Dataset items
- Opening Delimiter -
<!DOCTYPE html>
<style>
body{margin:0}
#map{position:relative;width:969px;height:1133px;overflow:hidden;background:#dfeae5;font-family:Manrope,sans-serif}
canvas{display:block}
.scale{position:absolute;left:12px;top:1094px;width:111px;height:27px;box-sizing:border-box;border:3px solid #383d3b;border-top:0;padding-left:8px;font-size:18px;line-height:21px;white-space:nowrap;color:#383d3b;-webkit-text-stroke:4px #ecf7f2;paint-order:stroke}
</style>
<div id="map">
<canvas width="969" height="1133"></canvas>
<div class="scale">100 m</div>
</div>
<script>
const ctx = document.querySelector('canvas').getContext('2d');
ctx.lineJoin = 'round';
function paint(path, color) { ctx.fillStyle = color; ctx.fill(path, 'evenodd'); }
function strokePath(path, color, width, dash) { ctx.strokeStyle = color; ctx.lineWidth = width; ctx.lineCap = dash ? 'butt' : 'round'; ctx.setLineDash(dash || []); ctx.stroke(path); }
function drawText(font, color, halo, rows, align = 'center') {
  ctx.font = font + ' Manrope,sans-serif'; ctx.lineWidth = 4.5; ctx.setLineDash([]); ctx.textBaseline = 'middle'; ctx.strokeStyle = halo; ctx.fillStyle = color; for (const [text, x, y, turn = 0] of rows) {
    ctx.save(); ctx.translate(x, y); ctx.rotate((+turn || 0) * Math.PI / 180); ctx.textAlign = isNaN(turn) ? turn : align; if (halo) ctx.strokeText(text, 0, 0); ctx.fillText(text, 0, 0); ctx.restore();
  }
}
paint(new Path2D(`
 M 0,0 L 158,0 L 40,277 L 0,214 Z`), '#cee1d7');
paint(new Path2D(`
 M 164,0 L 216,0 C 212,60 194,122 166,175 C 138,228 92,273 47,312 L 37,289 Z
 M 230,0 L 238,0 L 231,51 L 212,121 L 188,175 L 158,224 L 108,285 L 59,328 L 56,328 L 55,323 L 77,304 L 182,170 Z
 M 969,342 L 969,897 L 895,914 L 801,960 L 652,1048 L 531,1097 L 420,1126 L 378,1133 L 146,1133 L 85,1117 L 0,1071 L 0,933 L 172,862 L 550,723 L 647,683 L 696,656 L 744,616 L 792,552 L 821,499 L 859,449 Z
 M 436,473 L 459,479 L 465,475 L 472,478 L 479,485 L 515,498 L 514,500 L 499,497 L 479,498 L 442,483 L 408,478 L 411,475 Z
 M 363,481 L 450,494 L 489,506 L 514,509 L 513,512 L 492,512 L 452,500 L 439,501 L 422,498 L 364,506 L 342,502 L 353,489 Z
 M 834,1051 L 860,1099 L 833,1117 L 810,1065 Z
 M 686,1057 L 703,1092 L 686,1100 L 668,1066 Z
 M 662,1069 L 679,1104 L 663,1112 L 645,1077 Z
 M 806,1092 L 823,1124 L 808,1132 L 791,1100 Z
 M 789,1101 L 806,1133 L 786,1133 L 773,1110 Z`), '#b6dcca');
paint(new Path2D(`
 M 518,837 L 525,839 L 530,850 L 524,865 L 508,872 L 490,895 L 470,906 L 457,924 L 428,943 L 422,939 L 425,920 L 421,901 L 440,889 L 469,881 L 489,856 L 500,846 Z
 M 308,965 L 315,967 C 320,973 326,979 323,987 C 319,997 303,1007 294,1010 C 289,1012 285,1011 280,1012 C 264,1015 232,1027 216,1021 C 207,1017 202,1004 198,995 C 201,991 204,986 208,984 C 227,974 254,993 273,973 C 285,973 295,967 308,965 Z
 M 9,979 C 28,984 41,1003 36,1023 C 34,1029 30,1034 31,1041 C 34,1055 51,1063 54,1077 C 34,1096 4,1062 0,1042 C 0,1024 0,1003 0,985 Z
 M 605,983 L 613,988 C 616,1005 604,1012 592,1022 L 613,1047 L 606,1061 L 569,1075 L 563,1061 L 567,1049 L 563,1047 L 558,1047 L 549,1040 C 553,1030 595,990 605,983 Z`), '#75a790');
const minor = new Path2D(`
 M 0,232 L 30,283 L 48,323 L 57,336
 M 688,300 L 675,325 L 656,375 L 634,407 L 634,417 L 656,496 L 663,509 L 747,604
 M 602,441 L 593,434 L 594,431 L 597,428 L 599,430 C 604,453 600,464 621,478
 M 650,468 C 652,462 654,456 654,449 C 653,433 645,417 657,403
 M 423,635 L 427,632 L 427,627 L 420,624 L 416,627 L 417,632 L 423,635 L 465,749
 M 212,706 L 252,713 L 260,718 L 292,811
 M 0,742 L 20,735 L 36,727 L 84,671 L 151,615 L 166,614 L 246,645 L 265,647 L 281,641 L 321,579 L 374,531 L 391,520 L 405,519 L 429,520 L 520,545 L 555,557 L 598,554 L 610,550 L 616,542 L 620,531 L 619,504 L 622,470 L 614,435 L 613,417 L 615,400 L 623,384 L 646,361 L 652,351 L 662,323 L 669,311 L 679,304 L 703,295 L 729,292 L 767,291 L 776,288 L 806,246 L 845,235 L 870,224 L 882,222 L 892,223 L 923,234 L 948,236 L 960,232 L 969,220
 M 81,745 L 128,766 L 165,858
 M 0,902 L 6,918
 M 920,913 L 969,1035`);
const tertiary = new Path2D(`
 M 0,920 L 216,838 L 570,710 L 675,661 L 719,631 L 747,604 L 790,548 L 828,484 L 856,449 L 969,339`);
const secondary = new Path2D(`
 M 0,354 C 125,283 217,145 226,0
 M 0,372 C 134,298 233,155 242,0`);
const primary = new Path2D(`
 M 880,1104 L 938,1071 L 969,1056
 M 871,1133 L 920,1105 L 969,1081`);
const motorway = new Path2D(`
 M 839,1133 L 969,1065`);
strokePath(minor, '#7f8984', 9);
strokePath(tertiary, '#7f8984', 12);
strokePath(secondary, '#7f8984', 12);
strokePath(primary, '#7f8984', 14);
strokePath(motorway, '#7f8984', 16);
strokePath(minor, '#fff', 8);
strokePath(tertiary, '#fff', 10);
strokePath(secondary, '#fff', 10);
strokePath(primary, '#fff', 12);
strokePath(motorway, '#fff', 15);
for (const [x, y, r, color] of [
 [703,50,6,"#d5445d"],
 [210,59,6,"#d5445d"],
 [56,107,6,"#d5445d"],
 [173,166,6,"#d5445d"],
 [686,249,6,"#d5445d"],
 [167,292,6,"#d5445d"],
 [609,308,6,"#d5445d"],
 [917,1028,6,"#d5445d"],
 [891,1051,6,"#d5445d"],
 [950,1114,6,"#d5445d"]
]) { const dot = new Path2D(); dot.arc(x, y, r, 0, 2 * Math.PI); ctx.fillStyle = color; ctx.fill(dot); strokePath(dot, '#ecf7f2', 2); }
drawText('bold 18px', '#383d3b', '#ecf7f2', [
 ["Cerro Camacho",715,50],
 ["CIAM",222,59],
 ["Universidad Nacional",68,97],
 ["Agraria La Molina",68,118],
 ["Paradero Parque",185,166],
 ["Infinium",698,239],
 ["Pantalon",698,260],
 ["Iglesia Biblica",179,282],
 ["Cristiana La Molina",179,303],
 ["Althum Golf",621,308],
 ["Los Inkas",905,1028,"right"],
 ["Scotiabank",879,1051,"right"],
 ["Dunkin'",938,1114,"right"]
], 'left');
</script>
- Closing Delimiter -
- Opening Delimiter -
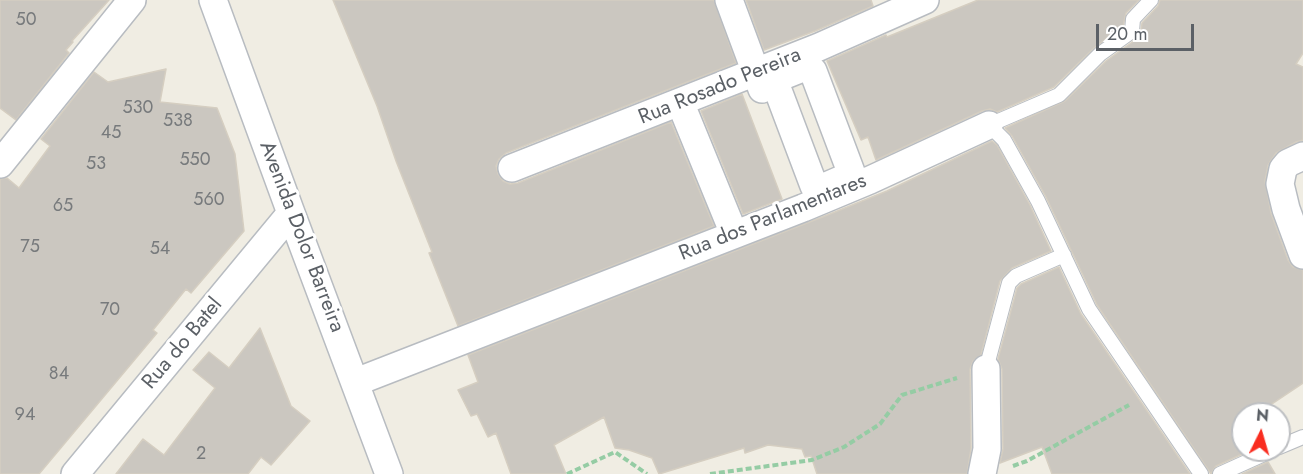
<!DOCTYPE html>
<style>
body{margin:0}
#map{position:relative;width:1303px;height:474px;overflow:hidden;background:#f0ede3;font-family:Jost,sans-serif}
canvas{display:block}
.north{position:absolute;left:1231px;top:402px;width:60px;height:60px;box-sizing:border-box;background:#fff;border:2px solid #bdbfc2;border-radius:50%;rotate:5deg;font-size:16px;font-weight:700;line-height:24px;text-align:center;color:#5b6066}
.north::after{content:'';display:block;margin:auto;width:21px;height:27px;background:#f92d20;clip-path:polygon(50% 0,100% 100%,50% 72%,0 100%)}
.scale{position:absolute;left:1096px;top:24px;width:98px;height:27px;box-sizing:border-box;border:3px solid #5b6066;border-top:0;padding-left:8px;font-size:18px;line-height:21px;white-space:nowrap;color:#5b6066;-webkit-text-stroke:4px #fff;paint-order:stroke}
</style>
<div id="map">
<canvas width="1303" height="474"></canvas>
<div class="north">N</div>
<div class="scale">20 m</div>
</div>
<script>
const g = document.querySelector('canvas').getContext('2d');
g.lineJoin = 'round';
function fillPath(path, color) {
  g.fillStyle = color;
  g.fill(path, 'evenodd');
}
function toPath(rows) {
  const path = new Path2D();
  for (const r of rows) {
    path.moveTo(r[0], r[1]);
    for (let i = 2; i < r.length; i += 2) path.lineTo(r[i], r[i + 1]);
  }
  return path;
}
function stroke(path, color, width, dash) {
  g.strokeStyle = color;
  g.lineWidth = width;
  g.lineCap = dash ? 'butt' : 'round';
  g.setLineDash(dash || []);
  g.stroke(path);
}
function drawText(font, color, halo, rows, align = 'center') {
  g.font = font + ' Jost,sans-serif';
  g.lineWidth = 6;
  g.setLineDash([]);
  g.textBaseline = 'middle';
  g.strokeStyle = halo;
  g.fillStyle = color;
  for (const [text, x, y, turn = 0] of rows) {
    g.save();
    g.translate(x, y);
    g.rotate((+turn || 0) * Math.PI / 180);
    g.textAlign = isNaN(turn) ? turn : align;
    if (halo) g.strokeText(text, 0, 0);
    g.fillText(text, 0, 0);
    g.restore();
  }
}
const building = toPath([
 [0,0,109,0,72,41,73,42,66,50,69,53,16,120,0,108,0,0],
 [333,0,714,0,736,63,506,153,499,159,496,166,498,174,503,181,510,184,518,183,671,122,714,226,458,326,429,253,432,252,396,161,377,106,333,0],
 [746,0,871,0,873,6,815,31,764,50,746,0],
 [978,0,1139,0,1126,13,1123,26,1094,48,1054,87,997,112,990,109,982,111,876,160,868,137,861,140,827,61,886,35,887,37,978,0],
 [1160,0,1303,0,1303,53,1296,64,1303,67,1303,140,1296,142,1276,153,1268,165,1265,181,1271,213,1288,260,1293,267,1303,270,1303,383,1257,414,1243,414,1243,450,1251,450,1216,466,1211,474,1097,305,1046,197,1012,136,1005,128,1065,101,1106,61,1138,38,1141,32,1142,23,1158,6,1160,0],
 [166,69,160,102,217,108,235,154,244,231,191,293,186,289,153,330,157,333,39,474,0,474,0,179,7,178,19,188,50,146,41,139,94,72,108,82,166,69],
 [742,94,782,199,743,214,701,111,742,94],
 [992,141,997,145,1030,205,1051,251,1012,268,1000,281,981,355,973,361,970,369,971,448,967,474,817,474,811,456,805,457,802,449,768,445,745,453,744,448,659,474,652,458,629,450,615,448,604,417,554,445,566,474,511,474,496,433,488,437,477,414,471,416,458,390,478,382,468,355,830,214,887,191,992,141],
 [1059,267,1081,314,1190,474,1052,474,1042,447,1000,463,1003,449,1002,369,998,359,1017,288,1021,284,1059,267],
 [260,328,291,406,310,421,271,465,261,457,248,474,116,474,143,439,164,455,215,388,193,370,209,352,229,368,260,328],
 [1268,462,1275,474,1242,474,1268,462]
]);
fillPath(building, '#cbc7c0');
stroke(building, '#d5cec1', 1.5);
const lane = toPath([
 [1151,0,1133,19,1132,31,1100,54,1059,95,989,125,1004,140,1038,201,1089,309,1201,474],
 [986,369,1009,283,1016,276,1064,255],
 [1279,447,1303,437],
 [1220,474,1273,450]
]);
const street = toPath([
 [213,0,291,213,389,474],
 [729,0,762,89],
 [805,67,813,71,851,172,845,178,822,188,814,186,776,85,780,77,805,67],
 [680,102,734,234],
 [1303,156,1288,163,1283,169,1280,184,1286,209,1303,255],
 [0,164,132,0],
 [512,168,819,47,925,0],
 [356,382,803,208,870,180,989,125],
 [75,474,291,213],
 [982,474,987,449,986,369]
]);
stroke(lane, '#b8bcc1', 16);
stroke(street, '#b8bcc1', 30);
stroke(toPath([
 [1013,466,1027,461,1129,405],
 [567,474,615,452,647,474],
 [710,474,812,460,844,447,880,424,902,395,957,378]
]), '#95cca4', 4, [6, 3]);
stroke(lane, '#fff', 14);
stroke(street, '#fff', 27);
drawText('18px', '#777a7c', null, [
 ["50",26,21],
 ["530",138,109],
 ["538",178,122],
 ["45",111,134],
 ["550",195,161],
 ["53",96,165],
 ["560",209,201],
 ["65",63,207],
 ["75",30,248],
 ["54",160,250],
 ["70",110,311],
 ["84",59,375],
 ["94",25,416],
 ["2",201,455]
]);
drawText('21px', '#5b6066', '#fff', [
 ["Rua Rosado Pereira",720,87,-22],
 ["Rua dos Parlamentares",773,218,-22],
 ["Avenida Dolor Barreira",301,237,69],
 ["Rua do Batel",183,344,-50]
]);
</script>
- Closing Delimiter -
- Opening Delimiter -
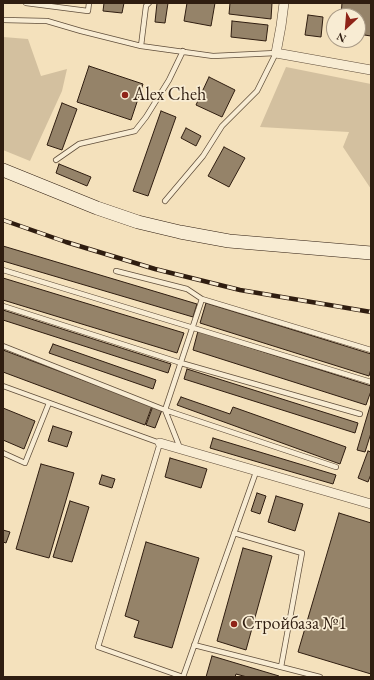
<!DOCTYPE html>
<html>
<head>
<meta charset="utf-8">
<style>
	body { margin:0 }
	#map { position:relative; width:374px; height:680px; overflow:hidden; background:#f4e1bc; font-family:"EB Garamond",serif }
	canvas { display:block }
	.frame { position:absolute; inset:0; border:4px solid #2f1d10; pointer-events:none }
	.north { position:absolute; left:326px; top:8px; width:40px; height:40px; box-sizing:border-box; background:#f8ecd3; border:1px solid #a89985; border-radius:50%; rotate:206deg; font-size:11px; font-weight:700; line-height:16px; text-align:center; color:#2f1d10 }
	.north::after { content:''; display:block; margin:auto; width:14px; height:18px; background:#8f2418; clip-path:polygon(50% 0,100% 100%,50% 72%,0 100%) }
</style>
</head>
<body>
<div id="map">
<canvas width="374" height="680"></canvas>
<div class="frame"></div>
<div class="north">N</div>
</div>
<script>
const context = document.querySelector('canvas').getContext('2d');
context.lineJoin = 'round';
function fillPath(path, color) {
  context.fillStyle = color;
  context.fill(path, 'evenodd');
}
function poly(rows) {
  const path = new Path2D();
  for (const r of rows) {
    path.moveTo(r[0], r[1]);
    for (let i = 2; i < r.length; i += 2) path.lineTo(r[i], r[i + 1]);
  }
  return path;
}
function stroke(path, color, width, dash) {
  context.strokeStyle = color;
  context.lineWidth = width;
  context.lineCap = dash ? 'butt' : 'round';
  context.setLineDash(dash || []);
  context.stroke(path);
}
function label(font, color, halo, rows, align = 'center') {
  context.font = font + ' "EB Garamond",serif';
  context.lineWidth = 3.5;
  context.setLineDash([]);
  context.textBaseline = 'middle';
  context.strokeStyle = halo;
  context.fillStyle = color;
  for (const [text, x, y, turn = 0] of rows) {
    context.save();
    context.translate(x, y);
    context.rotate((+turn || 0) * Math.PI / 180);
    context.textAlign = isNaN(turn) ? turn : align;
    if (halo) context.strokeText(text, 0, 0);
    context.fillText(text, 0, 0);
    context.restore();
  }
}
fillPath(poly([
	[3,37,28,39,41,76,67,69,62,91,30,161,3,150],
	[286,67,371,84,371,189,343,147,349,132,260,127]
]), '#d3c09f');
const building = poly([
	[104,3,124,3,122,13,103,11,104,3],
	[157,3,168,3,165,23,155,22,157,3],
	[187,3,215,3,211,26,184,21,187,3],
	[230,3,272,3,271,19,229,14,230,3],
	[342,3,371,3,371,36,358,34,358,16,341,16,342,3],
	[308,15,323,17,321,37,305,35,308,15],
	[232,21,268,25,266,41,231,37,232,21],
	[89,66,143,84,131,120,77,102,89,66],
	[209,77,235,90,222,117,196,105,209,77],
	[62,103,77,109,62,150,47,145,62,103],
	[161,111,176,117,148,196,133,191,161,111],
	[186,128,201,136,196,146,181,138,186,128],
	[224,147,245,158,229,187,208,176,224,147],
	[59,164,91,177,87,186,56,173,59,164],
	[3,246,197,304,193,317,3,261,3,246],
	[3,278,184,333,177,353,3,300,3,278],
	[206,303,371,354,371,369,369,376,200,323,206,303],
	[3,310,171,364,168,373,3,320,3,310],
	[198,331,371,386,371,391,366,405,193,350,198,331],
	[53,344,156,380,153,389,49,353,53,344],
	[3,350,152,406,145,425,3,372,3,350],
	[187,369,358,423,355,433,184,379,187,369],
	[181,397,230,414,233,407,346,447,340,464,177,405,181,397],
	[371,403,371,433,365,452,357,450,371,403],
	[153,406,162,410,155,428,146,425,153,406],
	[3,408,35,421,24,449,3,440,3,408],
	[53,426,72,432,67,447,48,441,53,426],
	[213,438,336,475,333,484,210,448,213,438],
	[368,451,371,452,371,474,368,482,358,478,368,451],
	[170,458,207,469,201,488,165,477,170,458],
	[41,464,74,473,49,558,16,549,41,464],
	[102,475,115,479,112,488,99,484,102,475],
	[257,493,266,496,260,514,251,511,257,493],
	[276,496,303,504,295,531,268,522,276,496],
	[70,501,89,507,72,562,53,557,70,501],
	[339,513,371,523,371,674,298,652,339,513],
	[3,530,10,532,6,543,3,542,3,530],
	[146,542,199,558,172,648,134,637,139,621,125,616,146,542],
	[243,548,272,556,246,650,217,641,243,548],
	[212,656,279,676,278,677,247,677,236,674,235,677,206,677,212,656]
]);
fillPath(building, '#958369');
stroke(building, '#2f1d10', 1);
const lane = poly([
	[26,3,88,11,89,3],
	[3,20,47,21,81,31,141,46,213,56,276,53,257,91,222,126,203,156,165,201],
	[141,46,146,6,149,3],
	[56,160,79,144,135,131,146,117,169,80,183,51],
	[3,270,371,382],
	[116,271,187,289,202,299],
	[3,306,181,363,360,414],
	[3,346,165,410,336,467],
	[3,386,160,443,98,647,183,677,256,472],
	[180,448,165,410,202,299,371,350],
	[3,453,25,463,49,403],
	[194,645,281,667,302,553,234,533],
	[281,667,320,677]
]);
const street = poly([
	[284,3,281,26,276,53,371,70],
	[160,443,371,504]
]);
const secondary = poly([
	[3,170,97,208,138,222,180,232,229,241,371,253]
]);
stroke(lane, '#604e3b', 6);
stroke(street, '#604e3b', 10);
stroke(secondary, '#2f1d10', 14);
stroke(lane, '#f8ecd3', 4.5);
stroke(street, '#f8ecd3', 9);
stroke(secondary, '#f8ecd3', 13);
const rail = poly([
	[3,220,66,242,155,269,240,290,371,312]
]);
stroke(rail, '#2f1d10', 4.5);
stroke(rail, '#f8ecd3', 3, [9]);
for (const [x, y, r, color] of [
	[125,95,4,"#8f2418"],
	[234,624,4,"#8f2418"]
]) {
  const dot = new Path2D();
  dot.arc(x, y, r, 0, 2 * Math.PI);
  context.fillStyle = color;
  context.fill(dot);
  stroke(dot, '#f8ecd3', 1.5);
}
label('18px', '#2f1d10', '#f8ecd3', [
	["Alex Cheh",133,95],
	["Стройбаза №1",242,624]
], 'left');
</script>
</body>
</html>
- Closing Delimiter -
*TASK REQUIREMENTS*
What do the lines above say from the one containing "ctx.save(); ctx.translate(x, y);" down to the one containing "M 164,0 L 216,0"? Return them exactly, both end lines included, and only them.

*SOLUTION TO THIS TASK*
    ctx.save(); ctx.translate(x, y); ctx.rotate((+turn || 0) * Math.PI / 180); ctx.textAlign = isNaN(turn) ? turn : align; if (halo) ctx.strokeText(text, 0, 0); ctx.fillText(text, 0, 0); ctx.restore();
  }
}
paint(new Path2D(`
 M 0,0 L 158,0 L 40,277 L 0,214 Z`), '#cee1d7');
paint(new Path2D(`
 M 164,0 L 216,0 C 212,60 194,122 166,175 C 138,228 92,273 47,312 L 37,289 Z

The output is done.